As Vespas eu levo muito a sério, mas, se rolar, rolou, se não rolar, continuaremos fazendo porque é o que amamos. Me vejo como uma pessoa mais madura e mais prática hoje.

TMDQA!: Você tem um estúdio chamado Costella. Por conta do tempo reservado para a MTV, você precisou abriu mão de produzir algumas bandas. Há alguma previsão de quando voltará a fazer isso?
Chuck Hipolitho: Abri mão de tudo para o começo, pois queria começar muito bem. Foram 2 meses de trabalho antes de estrear na MTV, portanto o estúdio parou. Agora estou voltando aos poucos, e contratando 1 ou 2 engenheiros para trabalhar lá e usar minha estrutura. Estou mixando o DVD dos Street Bulldogs que gravei no final do ano passado, vou fazer o áudio de um show do Rancore e ando mixando bandas, que dá menos trabalho. Não vejo a hora de voltar a produzir e gravar. Daqui a 1 mês as coisas já estarão muito mais tranquilas.

TMDQA!: Ok, sabemos que o Elvis Costello é seu. Mas poderia ao menos explicar para nós como foi que surgiu esse amor? Qual disco ou música você indicaria para uma pessoa que não faz a mínima ideia de quem ele seja?
Chuck Hipolitho: HAHAHAAH Conheci por causa dos Raimundos que gravaram “Oliver’s Army” quando eu morada em Pirassununga ainda, sem Internet e tudo que existe hoje.
Quando fui morar fora comprei uma coletânea e pirei. Eu nem sou fã de carteirinha dele, apenas apaixonado pela figura. O jeito que ele canta, que se comporta… ele é demais. E faço essa brincadeira de que ele “é meu” assim como faço com os Hellacopters. hahahahaha mas, é só brincadeira. Recomendo 100% o “My Aim Is True”, o primeiro dele.

TMDQA!: Qual artista ou banda você acha que está recebendo atenção demais da mídia?
Chuck Hipolitho: Putz… não sei.
Cara, nem acho que é da mídia… me entristece a atenção que os adolescentes brasileiros dão para certas merdas coxinhas que estão por aí. Reflete toda uma geração de pessoas coxinhas. Música de merda, complemente descartável, que não vai servir para nada daqui a 2 anos. E se muda a vida de alguém, é para pior.

TMDQA!: O que você está achando das atuais bandas de rock brasileiras? Qual delas tem chamado sua atenção?
Chuck Hipolitho: Estou ansioso para o disco da banda Cascadura, que deve sair logo logo. Vivendo Do Ócio, acho que gravarão um lindo disco esse ano, e acho que estarei envolvido. Tenho certeza que estou esquecendo um monte de gente.

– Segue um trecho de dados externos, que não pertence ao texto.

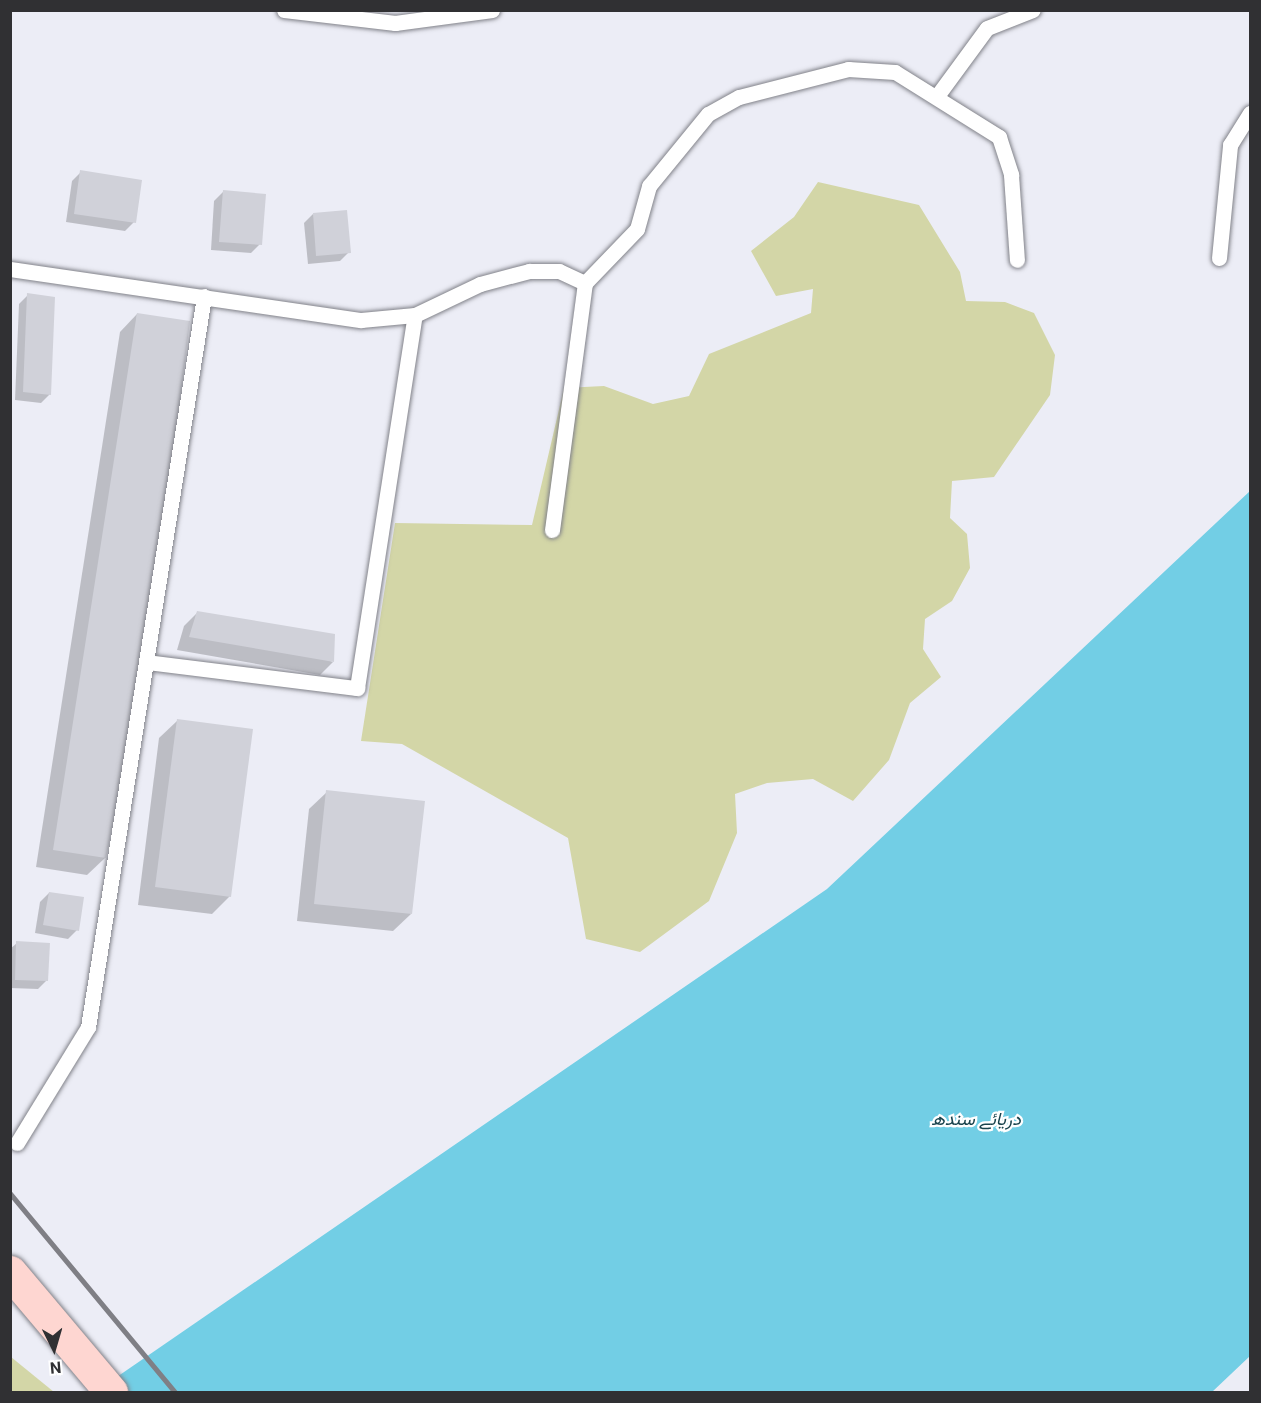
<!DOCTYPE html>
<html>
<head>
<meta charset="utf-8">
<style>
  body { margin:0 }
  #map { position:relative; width:1261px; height:1403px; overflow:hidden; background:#ecedf6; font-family:Roboto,Vazirmatn,sans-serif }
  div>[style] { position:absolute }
  .green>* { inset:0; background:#d3d6a7 }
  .water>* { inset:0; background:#72cee5 }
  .shadow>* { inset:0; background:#0003 }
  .building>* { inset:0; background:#d0d1d9 }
  .roads { filter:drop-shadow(0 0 2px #818289) drop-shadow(0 0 2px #818289) }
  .lane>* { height:15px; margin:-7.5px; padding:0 7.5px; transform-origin:7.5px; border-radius:7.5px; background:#fff }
  .secondary>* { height:33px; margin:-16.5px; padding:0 16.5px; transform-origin:16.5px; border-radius:16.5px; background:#fed6d1 }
  .rail>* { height:4.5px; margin:-2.25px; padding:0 2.25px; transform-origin:2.25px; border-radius:2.25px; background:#7f7f85 }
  span { translate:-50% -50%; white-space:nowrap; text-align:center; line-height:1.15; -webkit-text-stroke:4.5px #fff; paint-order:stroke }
  .water-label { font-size:18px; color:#19434d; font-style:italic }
  .frame { position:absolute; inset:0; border:12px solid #303033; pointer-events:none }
  .north { position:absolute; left:24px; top:1319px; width:60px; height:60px; -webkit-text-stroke:4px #fff; paint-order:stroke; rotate:175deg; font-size:16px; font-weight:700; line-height:24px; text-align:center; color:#303033 }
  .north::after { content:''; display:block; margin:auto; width:21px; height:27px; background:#303033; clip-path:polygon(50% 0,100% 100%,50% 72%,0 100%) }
</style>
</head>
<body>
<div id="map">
  <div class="green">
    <div style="clip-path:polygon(818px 182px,919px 205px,960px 272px,966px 301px,1005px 302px,1034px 313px,1055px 355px,1050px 395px,994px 477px,952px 481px,950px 518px,967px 534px,970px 568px,952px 601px,925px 619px,923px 649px,941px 677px,910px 703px,889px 760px,853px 801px,813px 779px,767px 783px,735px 794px,737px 833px,709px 901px,640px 952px,586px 939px,568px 838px,402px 744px,361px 741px,395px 523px,532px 525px,564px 388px,604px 386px,653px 404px,689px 396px,709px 354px,811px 313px,813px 289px,776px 296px,751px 251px,794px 217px)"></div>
    <div style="clip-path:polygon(11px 1357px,54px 1392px,11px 1392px)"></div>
  </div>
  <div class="water">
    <div style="clip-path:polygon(1250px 491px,1250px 1356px,1212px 1392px,95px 1392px,827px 889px)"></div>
  </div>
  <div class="shadow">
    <div style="clip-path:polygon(81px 172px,134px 222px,125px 231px,66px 222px,72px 181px)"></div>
    <div style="clip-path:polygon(223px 192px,260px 244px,251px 253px,211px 250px,214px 201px)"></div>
    <div style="clip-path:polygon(313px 214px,349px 252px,340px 261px,308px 264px,304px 223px)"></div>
    <div style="clip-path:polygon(28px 295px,50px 394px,41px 403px,15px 400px,19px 304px)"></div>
    <div style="clip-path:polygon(137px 314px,105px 858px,87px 875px,36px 867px,120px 332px)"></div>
    <div style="clip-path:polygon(197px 613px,333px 662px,320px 675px,177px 650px,184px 626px)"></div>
    <div style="clip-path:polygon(177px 721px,230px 896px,212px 914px,138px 905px,159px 738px)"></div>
    <div style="clip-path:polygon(327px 792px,411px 914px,393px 931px,297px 921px,309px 809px)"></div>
    <div style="clip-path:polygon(49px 893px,77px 930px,68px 939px,35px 933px,40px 902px)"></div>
    <div style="clip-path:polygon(17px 943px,47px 980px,38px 989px,10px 988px,10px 949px)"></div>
  </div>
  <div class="building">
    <div style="clip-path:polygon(80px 170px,142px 180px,136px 223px,74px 214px)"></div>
    <div style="clip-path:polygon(223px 190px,266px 194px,262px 245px,219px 242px)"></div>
    <div style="clip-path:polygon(347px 210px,351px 253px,316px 256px,313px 213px)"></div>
    <div style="clip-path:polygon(27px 293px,55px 297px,51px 395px,23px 392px)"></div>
    <div style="clip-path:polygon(137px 313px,190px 321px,147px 662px,106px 858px,53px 850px)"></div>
    <div style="clip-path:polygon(197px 611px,335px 634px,334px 662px,189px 637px)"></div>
    <div style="clip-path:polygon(177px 719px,253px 729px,231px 897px,155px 887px)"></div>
    <div style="clip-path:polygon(326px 790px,425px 801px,412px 914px,314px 904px)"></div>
    <div style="clip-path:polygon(49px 892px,84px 897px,79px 931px,43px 925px)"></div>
    <div style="clip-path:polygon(16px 941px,50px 943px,48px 981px,15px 980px)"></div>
  </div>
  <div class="roads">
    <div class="lane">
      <div style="left:284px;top:10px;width:112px;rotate:6.7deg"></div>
      <div style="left:395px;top:23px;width:98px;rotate:-7.6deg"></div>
      <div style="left:937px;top:96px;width:84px;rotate:-53.7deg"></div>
      <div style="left:987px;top:28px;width:49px;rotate:-21.4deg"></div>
      <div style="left:1219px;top:258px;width:114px;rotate:-84.4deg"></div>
      <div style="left:1230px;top:145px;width:38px;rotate:-58deg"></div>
      <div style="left:10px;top:269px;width:355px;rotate:8.3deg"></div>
      <div style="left:361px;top:320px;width:54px;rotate:-5.3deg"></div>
      <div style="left:415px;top:315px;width:72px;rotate:-25.5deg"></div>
      <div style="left:480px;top:284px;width:51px;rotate:-14.9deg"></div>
      <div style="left:529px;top:271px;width:30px"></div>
      <div style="left:559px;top:271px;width:29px;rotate:25deg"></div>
      <div style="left:585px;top:283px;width:75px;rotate:-46.1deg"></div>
      <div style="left:637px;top:229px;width:45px;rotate:-74.4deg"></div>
      <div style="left:649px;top:186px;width:93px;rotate:-50.7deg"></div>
      <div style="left:708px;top:114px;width:35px;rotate:-29deg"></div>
      <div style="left:739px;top:97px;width:113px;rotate:-14.4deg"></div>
      <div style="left:848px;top:69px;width:47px;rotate:3.7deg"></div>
      <div style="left:895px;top:72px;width:123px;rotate:32deg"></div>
      <div style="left:999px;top:137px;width:40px;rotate:72deg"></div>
      <div style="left:1011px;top:175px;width:85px;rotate:86deg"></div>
      <div style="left:552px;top:530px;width:249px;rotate:-82.4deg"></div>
      <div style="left:147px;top:662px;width:212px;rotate:7.1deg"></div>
      <div style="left:357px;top:688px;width:377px;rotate:-81.2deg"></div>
      <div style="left:17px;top:1143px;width:136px;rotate:-58.5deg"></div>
      <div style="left:88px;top:1027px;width:740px;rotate:-80.98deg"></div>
    </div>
    <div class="secondary">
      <div style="left:10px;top:1272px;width:157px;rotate:49.9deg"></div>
    </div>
  </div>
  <div class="rail">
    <div style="left:10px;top:1193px;width:259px;rotate:50.3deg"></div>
  </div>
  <div class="water-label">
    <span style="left:976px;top:1119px">دریائے سندھ</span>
  </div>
  <div class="frame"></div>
  <div class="north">N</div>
</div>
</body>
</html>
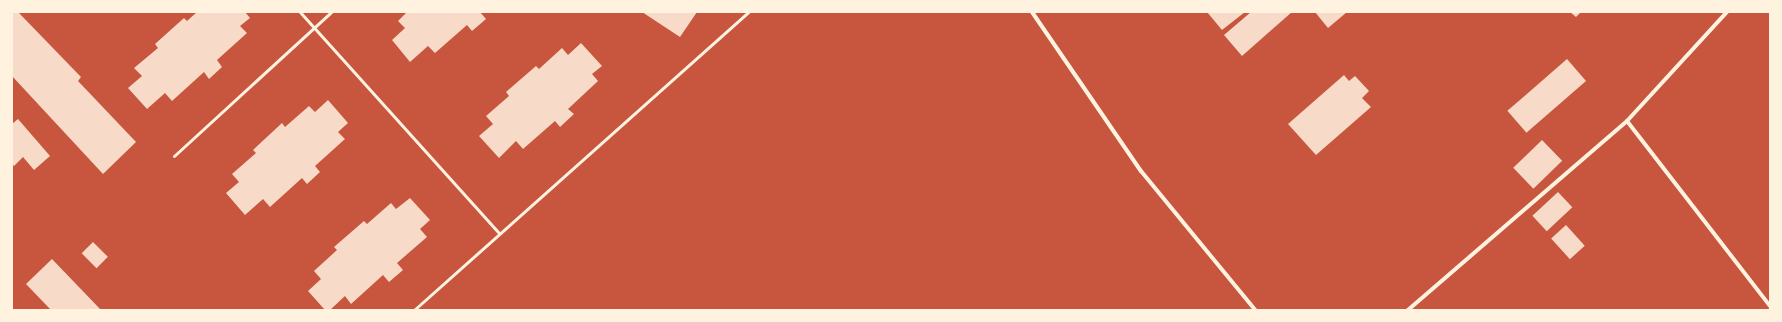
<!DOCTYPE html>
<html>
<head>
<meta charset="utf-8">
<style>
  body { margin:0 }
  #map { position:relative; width:1782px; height:322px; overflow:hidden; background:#c8553d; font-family:"PT Serif",serif }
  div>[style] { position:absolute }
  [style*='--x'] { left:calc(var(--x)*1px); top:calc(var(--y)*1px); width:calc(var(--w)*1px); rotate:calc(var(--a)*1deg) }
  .building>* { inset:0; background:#f7dbc8; transform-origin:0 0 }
  .service>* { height:3px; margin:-1.5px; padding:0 1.5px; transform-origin:1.5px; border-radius:1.5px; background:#fff3e0 }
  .minor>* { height:4px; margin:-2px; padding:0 2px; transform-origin:2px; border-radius:2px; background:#fff3e0 }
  span { translate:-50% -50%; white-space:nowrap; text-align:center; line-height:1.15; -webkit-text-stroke:4px #fff3e0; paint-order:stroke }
  .frame { position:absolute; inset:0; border:13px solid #fff3e0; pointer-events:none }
</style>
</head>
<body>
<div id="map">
  <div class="building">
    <div style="clip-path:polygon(12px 12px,18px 12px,81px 77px,78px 81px,136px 142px,103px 174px,12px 76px)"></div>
    <div style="clip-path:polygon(197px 12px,245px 12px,250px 18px,240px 26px,247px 33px,217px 60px,222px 67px,209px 79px,204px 72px,172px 101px,165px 93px,147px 109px,128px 88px,142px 76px,134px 68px,158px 48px,155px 44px,184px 18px,187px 21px)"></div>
    <div style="clip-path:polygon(407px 12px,480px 12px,486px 19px,472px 31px,467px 25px,435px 53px,428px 46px,410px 62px,392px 40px,405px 28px,398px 21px)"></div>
    <div style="clip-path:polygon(642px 12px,697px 12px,680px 37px)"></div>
    <div style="clip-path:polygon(1207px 12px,1245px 12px,1222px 30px)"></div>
    <div style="clip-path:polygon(1251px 12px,1292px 12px,1242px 56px,1224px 35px)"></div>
    <div style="clip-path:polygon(1315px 12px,1347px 12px,1328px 28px)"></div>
    <div style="clip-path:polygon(1570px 12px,1581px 12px,1576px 17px)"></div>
    <div style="clip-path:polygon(581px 43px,602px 66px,592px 74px,598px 81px,568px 109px,574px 114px,560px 127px,555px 121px,523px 149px,516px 141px,499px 158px,479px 136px,493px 124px,486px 116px,509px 96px,506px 92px,536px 66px,539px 69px,562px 48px,568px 55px)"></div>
    <div style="left:1567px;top:59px;width:29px;height:79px;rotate:49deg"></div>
    <div style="clip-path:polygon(1344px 75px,1349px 81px,1355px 76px,1369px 91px,1362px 98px,1371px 107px,1316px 155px,1288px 124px)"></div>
    <div style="clip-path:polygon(328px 100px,348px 123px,338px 132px,345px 139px,315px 166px,320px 172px,307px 184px,302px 178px,270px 207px,263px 199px,245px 215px,226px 193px,239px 182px,232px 174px,256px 153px,253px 150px,282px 123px,285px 127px,309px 106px,315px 112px)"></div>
    <div style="clip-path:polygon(18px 119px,50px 156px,34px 170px,23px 157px,14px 166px,12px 164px,12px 124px)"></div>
    <div style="left:1542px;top:140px;width:29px;height:40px;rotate:46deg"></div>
    <div style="left:1558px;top:192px;width:21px;height:35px;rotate:47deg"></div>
    <div style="clip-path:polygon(410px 198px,430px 220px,420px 229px,427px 237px,397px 263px,403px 270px,389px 282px,383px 275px,351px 304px,345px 296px,330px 310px,325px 310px,308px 291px,321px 279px,314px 271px,337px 250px,334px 247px,364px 221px,367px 224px,391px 203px,396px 209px)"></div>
    <div style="left:1566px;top:225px;width:28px;height:20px;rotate:48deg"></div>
    <div style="left:93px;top:242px;width:21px;height:16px;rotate:45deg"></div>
    <div style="clip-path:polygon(52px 259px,101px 310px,51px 310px,26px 284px)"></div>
  </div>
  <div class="service">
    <div style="--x:300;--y:12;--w:297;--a:48"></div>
    <div style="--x:174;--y:156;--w:213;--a:-42.5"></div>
    <div style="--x:414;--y:310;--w:448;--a:-41.7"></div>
  </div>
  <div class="minor">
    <div style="--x:1032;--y:12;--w:193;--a:55.6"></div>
    <div style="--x:1141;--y:171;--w:180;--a:50.6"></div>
    <div style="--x:1627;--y:121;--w:234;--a:52.3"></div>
    <div style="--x:1408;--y:310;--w:289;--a:-40.8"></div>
    <div style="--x:1627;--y:121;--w:148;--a:-47.5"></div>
  </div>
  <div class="frame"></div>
</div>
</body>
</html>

Entrevista com Chuck Hipolitho

TMDQA!: Qual conselho você daria para um moleque que está começando a tocar guitarra?
Chuck Hipolitho: Ouça Ramones, aprenda com os Ramones. Aprenda a tocar o instrumento, aprenda a tocar bateria, aprenda a tocar baixo, aprenda a cantar, aprenda a compor, use a internet, seja um louco, e se prepare para mandar tudo a merda caso resolva levar a parada a sério de verdade. Ouça Black Sabbath.

TMDQA!: Se pudesse produzir qualquer banda no mundo, mesmo que ela não exista mais, com qual você gostaria de trabalhar?
Chuck Hipolitho: Os Muzzarelas.

TMDQA!: Você tem mais discos que amigos?
Chuck Hipolitho: Tenho 20 vezes mais discos do que amigos, certamente. E nem acho que tenho o suficiente (discos).